Collection entries:
= = = = =

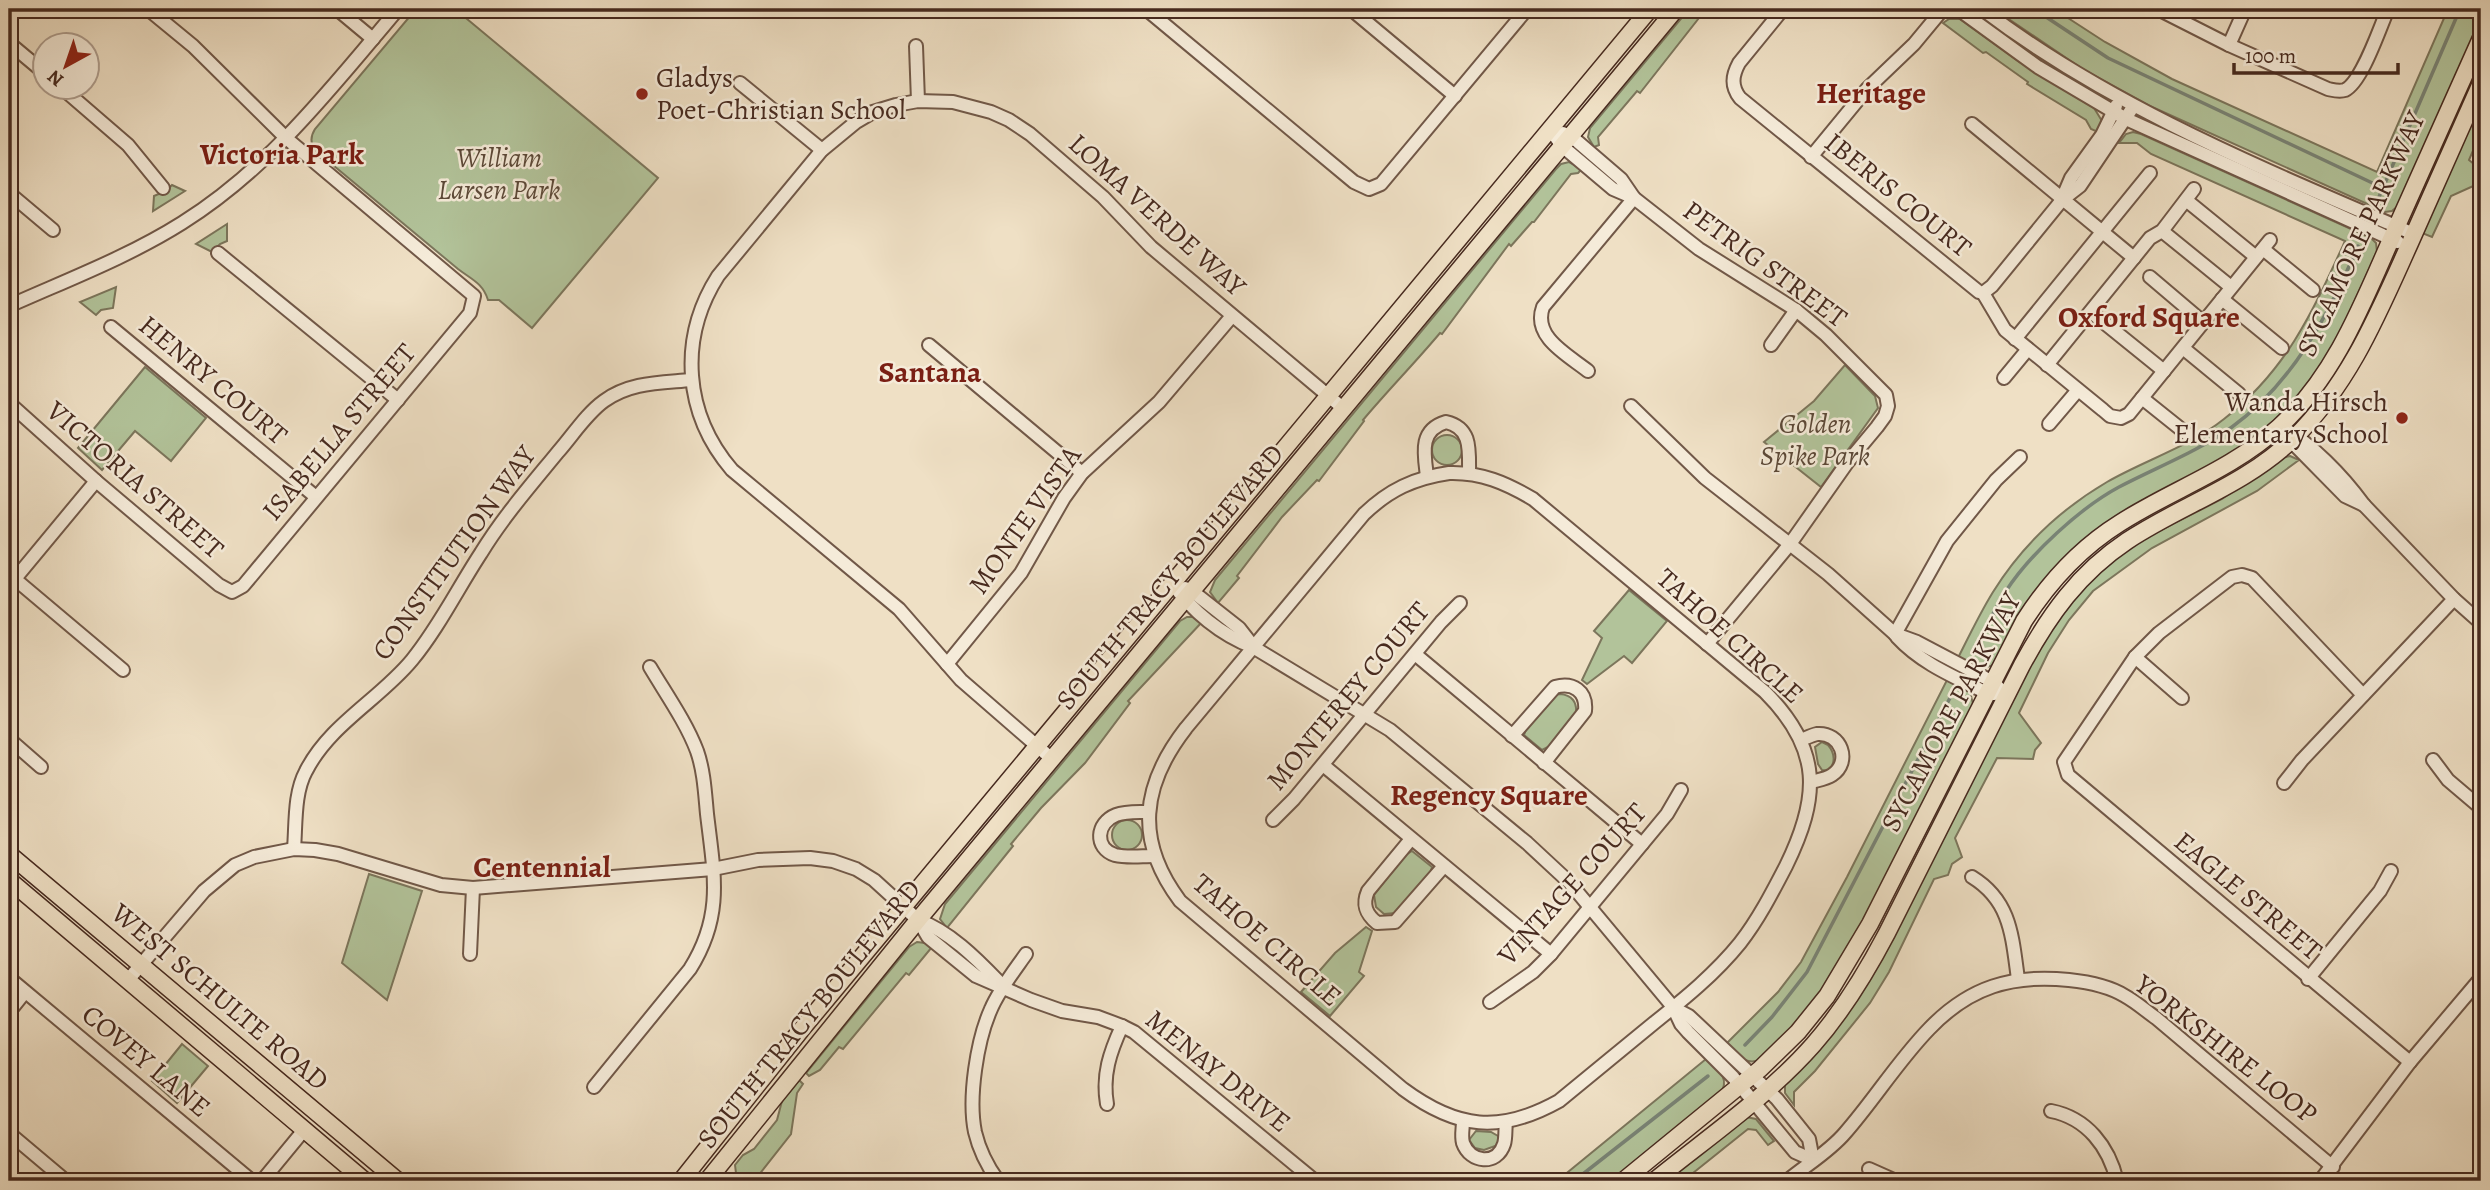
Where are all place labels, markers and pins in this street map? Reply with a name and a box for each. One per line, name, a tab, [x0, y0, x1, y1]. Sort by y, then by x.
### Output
place label: Gladys Poet-Christian School	[656, 59, 906, 129]
marker: Gladys Poet-Christian School	[634, 86, 650, 102]
place label: Wanda Hirsch Elementary School	[2174, 383, 2388, 453]
marker: Wanda Hirsch Elementary School	[2394, 410, 2410, 426]

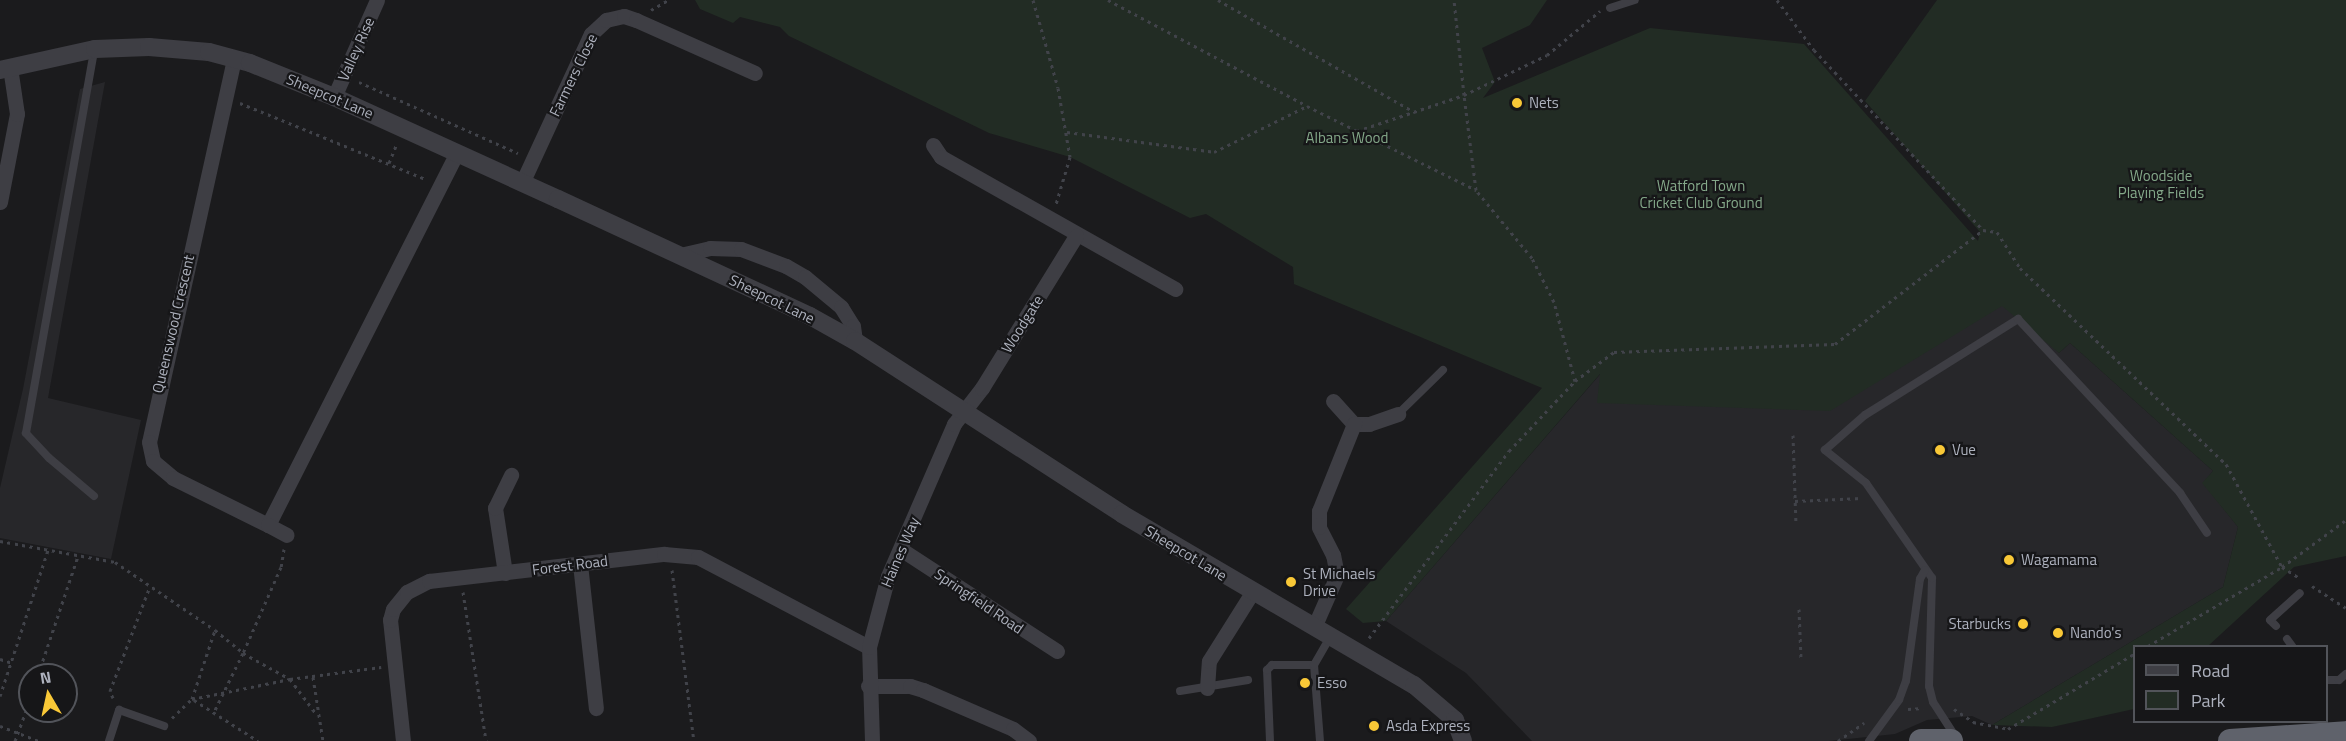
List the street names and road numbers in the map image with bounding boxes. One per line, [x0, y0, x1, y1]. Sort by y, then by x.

= = = = =

When a line in the data above contains the string "with", copy that line.

Answer area:
Where are all place labels, markers and pins in this street map? Reply with a name and a box for each. One per line, name, a tab, [x0, y0, x1, y1]. Sort by y, then by x.
List the street names and road numbers in the map image with bounding boxes. One per line, [x0, y0, x1, y1]. Sort by y, then by x.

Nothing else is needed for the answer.